【急告】飲み会の常識が変わる。酒も酒以外も。飲めない人、飲まない人も飲める”スマドリ”最新事情
“飲み会”の常識が変わった!?
一番人気は、自家製レモネードとカルピス、ブルーベリーソースなどを組み合わせたフローズンカクテルの「マーブリングスノー」600円。「ビールやハイボール、ワインにある苦味が受けつけられない、甘いものを好む方が多い」ため、甘めのカクテルが中心だ。ビジュアルもかわいくなった結果もあるのか、ビジュアル優先で選ぶ客も多い。 5階はシックなブルー系の壁の落ち着いた空間。スマドリバーのブランドマネージャー、荒木真衣さんによると、「野菜や果物を煮込んで濾す、ミクソロジーという手法を使うカクテル」を出す。たとえばイチジク、ゴルゴンゾーラチーズ、レモンなどを加えた「地中海レガシー」1500円など。こちらは0%と3%のアルコール度数から選べる。 1・2・5階とも、20歳以上の大学生など飲めない人たちに試飲してもらいつつ、吟味しながらメニューを開発、「私は当時まだ担当ではなかったんですが、納得のいくドリンクにするため、相当の時間がかかったと聞いています」と荒木さんは話す。 1・2・5階とも料理やスイーツのメニューも豊富に用意しているので、利用の仕方は多彩だ。顧客の8割は想定通り20代女性だが、他の世代や男性も来る。飲める人が飲めない人を誘って来るケースを中心に、「1・2階は昼間、学生さんらしい女性たちがアフタヌーンティーを楽しんでいたり、夜は若手の同僚グループが予約し、飲み会を開くなどしています。上司と部下が連れ立って、あるいは夜パフェを楽しみに来る女性たちもいます」と、荒木さんは多様な客層に広がっていることを示す。
「スマドリバー」へは、何をしに?
「2人とも飲めないので、スマドリバーのような存在はありがたい」と話す男性客たちもいれば、「明日は仕事があるから、今日はアルコール度数3%にします」とバーテンダーに話しかける人もいる。「コラボという形で企業さんが持っている休憩スペースやカフェに、スマドリバーのバーテンダーが開発したノンアルコールドリンクを置かせていただくこともあります」と荒木さん。観光客が多い土地柄、センター街を歩きながら店を見つけた外国人がフラッと入って来るケースも多く、半分はインバウンド客だ。 渋谷などの中心繁華街は、家賃が高いせいか、気軽に入れるカフェ・喫茶店が少ない傾向がある。
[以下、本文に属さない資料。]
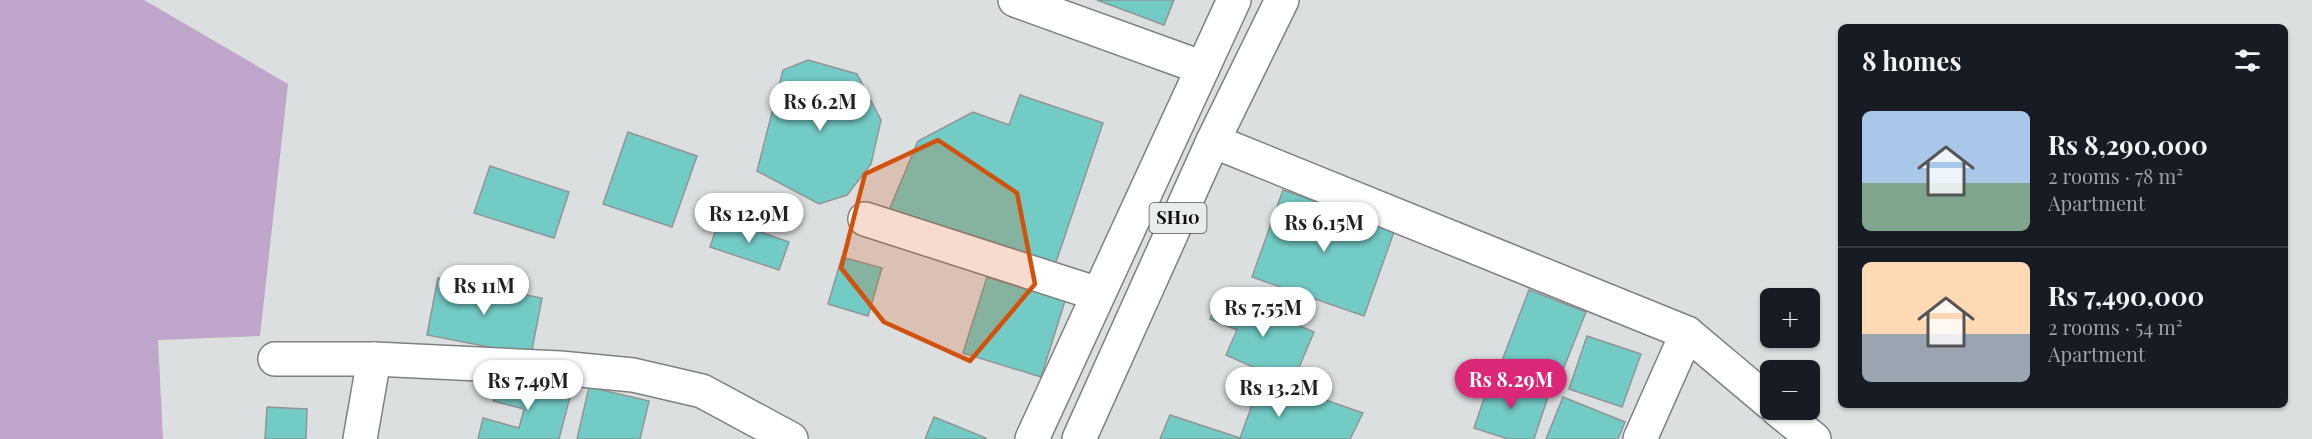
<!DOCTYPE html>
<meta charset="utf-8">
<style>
body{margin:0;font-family:"Playfair Display",serif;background:#20242c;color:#f1f3f6;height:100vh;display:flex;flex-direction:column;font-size:22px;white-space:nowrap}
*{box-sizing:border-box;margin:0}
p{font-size:20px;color:#9ea1a6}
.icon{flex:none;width:33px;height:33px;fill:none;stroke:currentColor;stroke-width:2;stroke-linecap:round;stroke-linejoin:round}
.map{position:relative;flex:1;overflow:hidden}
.panel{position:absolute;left:1838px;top:24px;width:450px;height:384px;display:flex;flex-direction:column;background:#171b24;border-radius:9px;box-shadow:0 2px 4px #0004}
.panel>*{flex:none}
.tools{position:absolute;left:1760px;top:288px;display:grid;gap:12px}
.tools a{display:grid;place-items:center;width:60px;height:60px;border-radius:9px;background:#171b24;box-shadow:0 2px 4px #0004;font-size:30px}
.price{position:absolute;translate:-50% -51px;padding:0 14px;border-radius:21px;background:#fff;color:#222;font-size:20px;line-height:39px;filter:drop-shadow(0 2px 3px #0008)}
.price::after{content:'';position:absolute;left:50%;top:36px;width:18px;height:14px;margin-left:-9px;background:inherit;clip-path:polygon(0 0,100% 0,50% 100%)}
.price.active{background:#db2777;color:#fff}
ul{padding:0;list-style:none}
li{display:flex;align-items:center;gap:18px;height:150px;padding:0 24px}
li+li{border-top:2px solid #363941}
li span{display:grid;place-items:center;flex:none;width:168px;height:120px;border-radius:9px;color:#555}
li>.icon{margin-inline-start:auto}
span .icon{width:72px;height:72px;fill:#fffc;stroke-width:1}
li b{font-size:26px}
h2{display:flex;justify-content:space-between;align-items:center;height:72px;padding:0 24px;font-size:26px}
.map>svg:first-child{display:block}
.green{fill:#c0a6ca}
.building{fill:#73cbc6;stroke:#919595;stroke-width:1.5}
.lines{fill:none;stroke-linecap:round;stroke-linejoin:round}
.street-casing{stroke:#7d8180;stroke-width:36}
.primary-casing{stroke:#7d8180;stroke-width:36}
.street{stroke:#fff;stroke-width:33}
.primary{stroke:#fff;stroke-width:33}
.marked{fill:#d2520c;fill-opacity:0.2;stroke:#d2520c;stroke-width:4.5;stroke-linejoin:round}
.labels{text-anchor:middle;stroke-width:6;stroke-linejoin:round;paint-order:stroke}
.shield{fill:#e8edec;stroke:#4f5151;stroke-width:1.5}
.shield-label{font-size:18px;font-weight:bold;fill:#0d0e0e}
</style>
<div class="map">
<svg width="2312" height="439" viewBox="0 0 2312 439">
<rect width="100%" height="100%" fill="#dbdfdf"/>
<path class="green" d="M 0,0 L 144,0 L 288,84 L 260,336 L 158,340 L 163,439 L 0,439 Z"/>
<g class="building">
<path d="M 1097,0 L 1174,0 L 1164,25 Z"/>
<path d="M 808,60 L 857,74 L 881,120 L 871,164 L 847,195 L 819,204 L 757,171 L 783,70 Z"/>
<path d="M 1020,95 L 1103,123 L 1053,271 L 887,215 L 918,141 L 973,112 L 1009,125 Z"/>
<path d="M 628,132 L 697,156 L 672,227 L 603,204 Z"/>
<path d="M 490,166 L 569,192 L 554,238 L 474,213 Z"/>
<path d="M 1283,190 L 1395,229 L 1364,316 L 1252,277 Z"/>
<path d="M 720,218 L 789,242 L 779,270 L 710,247 Z"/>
<path d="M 842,257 L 882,268 L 868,316 L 828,304 Z"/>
<path d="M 987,277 L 1065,301 L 1041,377 L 963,353 Z"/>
<path d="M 438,278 L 542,298 L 531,355 L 427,335 Z"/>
<path d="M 1529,290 L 1586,312 L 1557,385 L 1501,363 Z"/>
<path d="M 1221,293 L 1314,332 L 1292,384 L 1226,355 L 1237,330 L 1210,319 Z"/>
<path d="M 1587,336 L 1641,354 L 1622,407 L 1569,389 Z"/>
<path d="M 499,375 L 571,393 L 559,439 L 478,439 L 483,418 L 519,428 L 524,409 L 493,401 Z"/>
<path d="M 1492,375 L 1549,394 L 1534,439 L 1508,439 L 1474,428 Z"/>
<path d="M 1262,378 L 1363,413 L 1350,439 L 1160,439 L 1170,415 L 1240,438 Z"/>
<path d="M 589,387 L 649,401 L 640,439 L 577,439 Z"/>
<path d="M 1563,397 L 1625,422 L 1618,439 L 1546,439 Z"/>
<path d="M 267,407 L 307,409 L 306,439 L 265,439 Z"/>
<path d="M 934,417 L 986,438 L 986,439 L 925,439 Z"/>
</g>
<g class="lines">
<g class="street-casing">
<g id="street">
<path d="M 1015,0 L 1203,68"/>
<path d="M 1213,141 L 1687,333 L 1770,403"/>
<path d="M 865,219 L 1098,294"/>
<path d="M 275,359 L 374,359 L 560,368 L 633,375 L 702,391 L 791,439"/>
<path d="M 1778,410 L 1814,439"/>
<path d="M 360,439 L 374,359"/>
<path d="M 1640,439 L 1687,333"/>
</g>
</g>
<g class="primary-casing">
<g id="primary">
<path d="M 1032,439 L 1234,0"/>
<path d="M 1079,439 L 1213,141 L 1282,0"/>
</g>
</g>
<use href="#street" class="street"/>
<use href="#primary" class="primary"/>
</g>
<path class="marked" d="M 938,140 L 1017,193 L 1035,284 L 970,361 L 884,322 L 841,268 L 865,174 Z"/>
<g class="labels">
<rect class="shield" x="1149.5" y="203" width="57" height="30" rx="4.5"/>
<g class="shield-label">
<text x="1178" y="224">SH10</text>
</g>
</g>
</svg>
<div class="tools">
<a>+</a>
<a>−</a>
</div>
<b class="price" style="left:820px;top:132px">Rs 6.2M</b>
<b class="price" style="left:749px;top:244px">Rs 12.9M</b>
<b class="price" style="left:1324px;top:253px">Rs 6.15M</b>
<b class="price" style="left:484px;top:316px">Rs 11M</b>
<b class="price" style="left:1263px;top:338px">Rs 7.55M</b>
<b class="price active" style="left:1511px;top:410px">Rs 8.29M</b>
<b class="price" style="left:528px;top:411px">Rs 7.49M</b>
<b class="price" style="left:1279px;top:418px">Rs 13.2M</b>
<section class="panel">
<h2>8 homes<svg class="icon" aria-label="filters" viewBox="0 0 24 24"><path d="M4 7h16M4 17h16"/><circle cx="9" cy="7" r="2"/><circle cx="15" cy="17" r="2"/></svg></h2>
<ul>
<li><span style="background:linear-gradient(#a9c7e8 60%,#7fa58c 0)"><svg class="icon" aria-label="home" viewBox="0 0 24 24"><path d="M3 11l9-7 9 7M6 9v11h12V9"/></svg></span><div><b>Rs 8,290,000</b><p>2 rooms · 78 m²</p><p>Apartment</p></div></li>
<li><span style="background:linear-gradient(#ffd9b3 60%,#9aa5b1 0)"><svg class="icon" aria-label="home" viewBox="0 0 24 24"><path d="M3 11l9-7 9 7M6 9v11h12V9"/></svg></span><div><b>Rs 7,490,000</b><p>2 rooms · 54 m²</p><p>Apartment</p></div></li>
</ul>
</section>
</div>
また、夜遅い時間になると食事できる店も減る。繁華街のど真ん中にあるスマドリバーは、平均客単価が比較的低い1・2階でも、1000~1500円と高め。酒が飲める人・飲めない人がどちらも気兼ねなく楽しめる場を提供するという目的だけでなく、繁華街で一息つきたい人たちの潜在需要も掘り起こしているようだ。 アサヒビールではすでに、2015年にチューハイのようなデザインのノンアルコールのカクテルテイスト缶飲料の「スタイルバランス」シリーズも出している。現在、酒販店などで売られる350ml缶が7種類、飲食店向けの業務用200ml缶が4種類ある。 酒やコーヒー、お茶などの嗜好品の飲み物を求める人たちは、必ずしものどを潤すだけが目的で手を伸ばすわけではない。酒も酔いたいだけが目的とは限らない。飲み物は、必ず飲む場という時間・空間を作り出す。アイルランドのパブやスペインのバル文化、ウィーンやパリのカフェ文化、イギリスのアフタヌーンティーなど、いずれも飲み物を中心に生まれた空間である。もちろん、日本の居酒屋やカフェ・喫茶店、バーもそうした空間である。